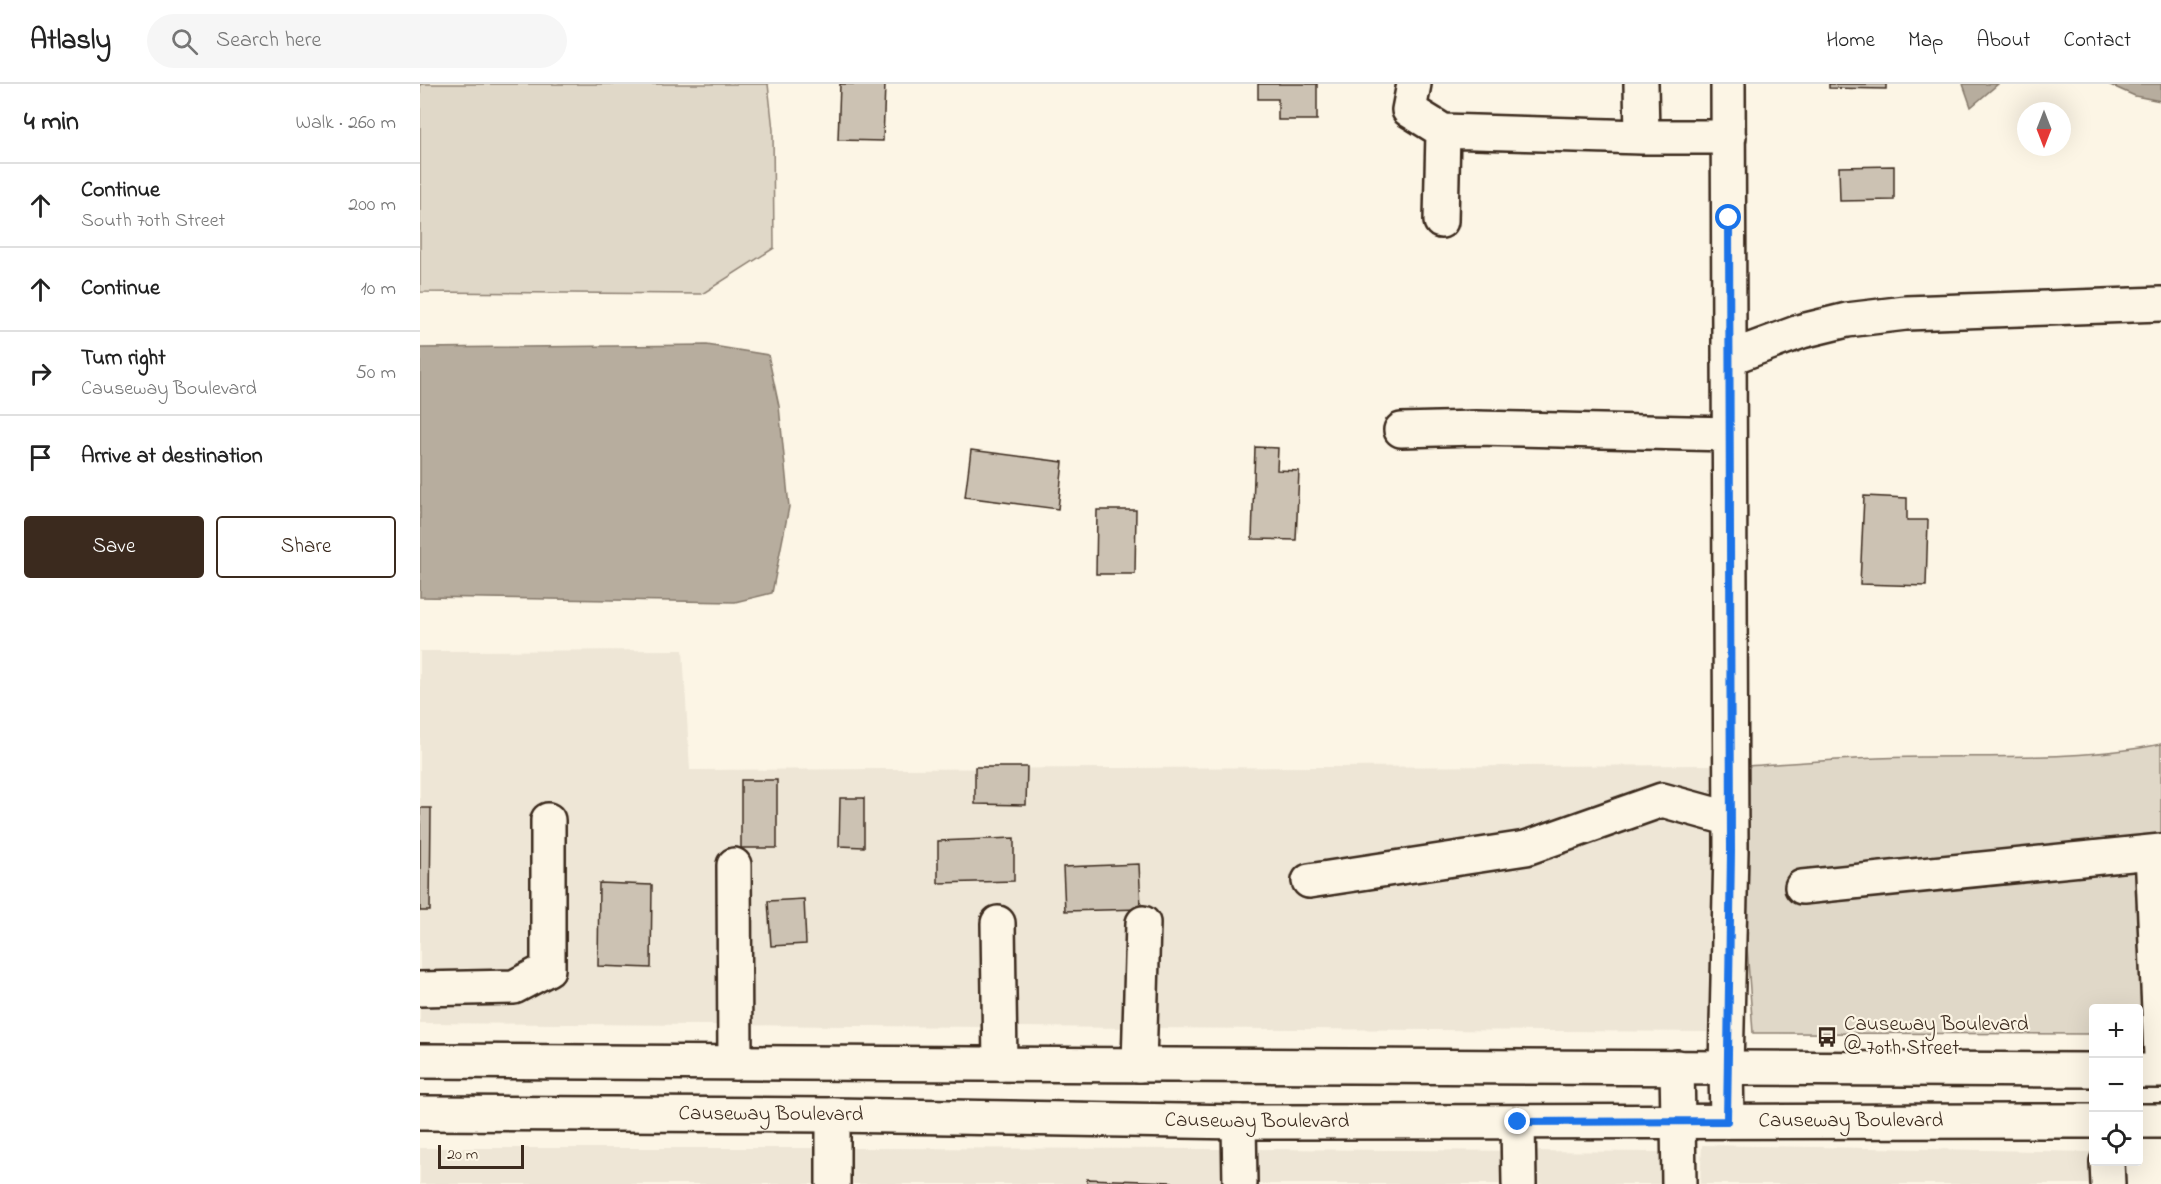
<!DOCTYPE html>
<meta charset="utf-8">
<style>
body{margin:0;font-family:"Indie Flower",sans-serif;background:#f6f6f6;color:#222}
.controls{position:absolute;right:18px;bottom:18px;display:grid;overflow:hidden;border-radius:6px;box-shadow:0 6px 24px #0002}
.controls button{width:54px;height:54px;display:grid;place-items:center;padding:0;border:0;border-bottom:2px solid #e0e0e0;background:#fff;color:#222;font:30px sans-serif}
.compass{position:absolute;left:1597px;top:18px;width:54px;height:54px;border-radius:50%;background:#fff;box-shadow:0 6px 24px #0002;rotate:180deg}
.scale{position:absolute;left:18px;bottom:15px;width:86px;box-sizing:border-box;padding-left:6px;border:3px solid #3b2a1e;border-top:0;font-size:16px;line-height:21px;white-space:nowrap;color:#3b2a1e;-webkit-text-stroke:4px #fcf5e5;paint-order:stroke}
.stop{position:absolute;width:18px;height:18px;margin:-14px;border:4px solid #1a73e8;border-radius:50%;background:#fff}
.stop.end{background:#1a73e8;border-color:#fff;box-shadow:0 2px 6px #0008}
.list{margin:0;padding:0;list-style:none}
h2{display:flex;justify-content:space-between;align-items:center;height:78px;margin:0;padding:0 24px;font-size:26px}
h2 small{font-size:20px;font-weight:400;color:#767676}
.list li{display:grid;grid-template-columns:39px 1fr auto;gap:18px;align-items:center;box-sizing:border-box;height:84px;padding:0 24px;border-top:2px solid #e0e0e0}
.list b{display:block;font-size:22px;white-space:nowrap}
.list p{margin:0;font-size:20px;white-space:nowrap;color:#767676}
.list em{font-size:20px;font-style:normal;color:#767676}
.actions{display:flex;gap:12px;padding:18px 24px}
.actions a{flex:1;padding:14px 0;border:2px solid #3b2a1e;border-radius:6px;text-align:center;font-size:21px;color:#3b2a1e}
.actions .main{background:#3b2a1e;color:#fff}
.icon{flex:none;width:33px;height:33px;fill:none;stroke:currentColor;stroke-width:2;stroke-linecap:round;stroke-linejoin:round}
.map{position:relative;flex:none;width:1741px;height:1100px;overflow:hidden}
header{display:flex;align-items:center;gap:36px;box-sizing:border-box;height:84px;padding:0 30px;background:#fff;border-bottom:2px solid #e0e0e0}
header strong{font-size:28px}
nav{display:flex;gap:33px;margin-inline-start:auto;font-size:21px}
.search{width:420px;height:54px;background:#f6f6f6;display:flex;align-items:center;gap:15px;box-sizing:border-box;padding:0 21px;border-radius:33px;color:#767676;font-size:22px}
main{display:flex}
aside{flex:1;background:#fff}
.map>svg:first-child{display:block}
.built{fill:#eee6d6}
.green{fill:#e0d8c8;stroke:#8e8173;stroke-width:1.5}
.water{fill:#b7ad9e;stroke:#85796b;stroke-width:1.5}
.building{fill:#ccc2b3;stroke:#3b2a1e;stroke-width:1.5}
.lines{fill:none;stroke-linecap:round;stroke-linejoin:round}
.minor-casing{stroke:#3b2a1e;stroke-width:38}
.major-casing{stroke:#3b2a1e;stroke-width:38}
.minor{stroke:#fcf5e5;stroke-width:33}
.major{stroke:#fcf5e5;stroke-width:33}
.route{stroke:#1a73e8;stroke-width:8}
.labels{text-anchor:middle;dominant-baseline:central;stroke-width:4.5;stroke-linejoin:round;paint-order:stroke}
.poi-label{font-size:21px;fill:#3b2a1e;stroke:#fcf5e5;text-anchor:start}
.street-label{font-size:21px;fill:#3b2a1e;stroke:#fcf5e5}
</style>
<header>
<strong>Atlasly</strong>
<div class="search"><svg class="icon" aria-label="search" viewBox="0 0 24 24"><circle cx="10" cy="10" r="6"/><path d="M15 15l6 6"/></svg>Search here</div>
<nav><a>Home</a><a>Map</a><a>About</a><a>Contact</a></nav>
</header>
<main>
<aside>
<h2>4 min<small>Walk · 260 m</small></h2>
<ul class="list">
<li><svg class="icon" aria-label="ahead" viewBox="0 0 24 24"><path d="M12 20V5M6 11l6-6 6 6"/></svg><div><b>Continue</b><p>South 70th Street</p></div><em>200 m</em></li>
<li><svg class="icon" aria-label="ahead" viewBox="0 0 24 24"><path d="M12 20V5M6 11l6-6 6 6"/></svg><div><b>Continue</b></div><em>10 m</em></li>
<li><svg class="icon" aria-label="right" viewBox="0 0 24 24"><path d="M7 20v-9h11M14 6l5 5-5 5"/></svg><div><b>Turn right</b><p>Causeway Boulevard</p></div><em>50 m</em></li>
<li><svg class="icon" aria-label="arrive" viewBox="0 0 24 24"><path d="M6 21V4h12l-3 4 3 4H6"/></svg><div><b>Arrive at destination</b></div></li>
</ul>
<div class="actions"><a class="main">Save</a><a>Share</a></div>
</aside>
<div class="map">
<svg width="1741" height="1100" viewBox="0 0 1741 1100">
<rect width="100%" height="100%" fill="#fcf5e5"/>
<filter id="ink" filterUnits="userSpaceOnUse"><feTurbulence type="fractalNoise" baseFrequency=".0167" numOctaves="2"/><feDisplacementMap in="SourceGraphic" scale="12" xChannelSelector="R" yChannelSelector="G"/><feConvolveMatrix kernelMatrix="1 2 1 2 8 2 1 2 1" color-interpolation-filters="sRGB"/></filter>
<g filter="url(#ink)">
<path class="built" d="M263,566l7,120 1026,-5 -3,267 -1293,-9v-372z
M1282,1061l391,7 1,10 14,22h-408z
M0,1064h398v36h-398z
M428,1064l377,1v35h-377z
M835,1065l409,3 1,32h-410z"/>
<path class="green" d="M0,0h348l5,46 1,118 -72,46 -282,-2z
M1741,660v290h-22l-1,-26h-44l-1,26 -340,-1 -8,-115 3,-152c57,-4 115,-9 173,-9 77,-1 164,3 240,-13z"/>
<path class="water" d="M1543,0h35l-27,23z
M1688,0h53v17l-26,-5z
M287,261l61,10 11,51 10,101 -17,86 -37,9 -315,-5v-249z"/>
<path class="building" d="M420,0h45l-2,57 -45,-1z
M838,0h59v36h-39v-21h-20z
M1409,0h57v5l-57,-1z
M1474,82v34l-54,1 -1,-34z
M835,363l23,1 -1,22 22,1 -3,69 -44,-1z
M551,366l92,12 -5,47 -93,-12z
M1444,412l43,2v22h21l-2,66 -66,-2z
M677,426h39l-1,64h-39z
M555,683h52l-1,38 -51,-1z
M321,696h36v68h-36z
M420,714h24v49l-25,-1z
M0,724h11l-1,103h-10z
M594,754v43l-76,2v-42z
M719,780l2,45 -76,2 -2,-44z
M179,799l53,2 -1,83 -53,-2z
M384,815l2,45 -35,2 -3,-45z
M667,1095l85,3v2h-85z"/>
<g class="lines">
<g class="minor-casing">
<path id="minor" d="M994,0l-5,26 34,21 -2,90
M1221,0l1,53
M1023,47l199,6h87
M1309,274l73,-27 45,-11 59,-7 255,-9
M981,346l75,-2 253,6
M1732,768l9,203
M314,781l1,198
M889,797l217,-33 136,-48 69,19
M1382,803l359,-36
M578,839l2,141
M0,905l94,-2 34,-18v-149
M719,981l4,-142
M1306,984l5,-217 -3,-767
M1258,1037l1,63
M819,1038l1,62
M1098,1038l1,62
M1687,1078l1,22
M413,1100v-69"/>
</g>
<g class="major-casing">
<g id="major">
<path d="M0,977l1674,9"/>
<path d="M1257,983l1,54"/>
<path d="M1306,984l1,53"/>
<path d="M1718,987h23"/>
<path id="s1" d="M0,1029l413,2 406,7 855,-1"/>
<path d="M1718,1037h23"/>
</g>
</g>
<use href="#minor" class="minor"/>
<use href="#major" class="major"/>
</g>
</g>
<g class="lines" filter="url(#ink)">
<path class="route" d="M1098,1038l209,-1 4,-270 -2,-633"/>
</g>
<defs>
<g id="bus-bare" transform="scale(1.62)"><path d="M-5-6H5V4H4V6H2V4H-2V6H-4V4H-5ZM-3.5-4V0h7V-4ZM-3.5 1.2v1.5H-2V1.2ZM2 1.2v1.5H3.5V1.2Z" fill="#3b2a1e" stroke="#fcf5e5" stroke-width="2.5" paint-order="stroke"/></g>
</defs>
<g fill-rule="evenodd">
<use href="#bus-bare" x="1407" y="953"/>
</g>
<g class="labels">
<g class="poi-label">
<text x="1424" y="941">Causeway Boulevard<tspan x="1424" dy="24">@ 70th Street</tspan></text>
</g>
<g class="street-label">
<text stroke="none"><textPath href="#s1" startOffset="351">Causeway Boulevard</textPath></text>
<text stroke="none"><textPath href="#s1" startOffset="837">Causeway Boulevard</textPath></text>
<text stroke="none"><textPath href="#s1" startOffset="1431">Causeway Boulevard</textPath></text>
</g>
</g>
</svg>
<div class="controls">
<button>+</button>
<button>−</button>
<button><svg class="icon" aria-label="locate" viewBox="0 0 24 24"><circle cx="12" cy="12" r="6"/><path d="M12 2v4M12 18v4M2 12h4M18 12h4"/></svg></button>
</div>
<svg class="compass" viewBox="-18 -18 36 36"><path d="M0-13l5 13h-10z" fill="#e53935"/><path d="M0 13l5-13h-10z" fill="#767676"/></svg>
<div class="scale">20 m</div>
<div class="stop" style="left:1309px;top:134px"></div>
<div class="stop end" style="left:1098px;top:1038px"></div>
</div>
</main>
--*--
= Exercise =
For each line above that includes "compass", copy the line.

= Response to this exercise =
.compass{position:absolute;left:1597px;top:18px;width:54px;height:54px;border-radius:50%;background:#fff;box-shadow:0 6px 24px #0002;rotate:180deg}
<svg class="compass" viewBox="-18 -18 36 36"><path d="M0-13l5 13h-10z" fill="#e53935"/><path d="M0 13l5-13h-10z" fill="#767676"/></svg>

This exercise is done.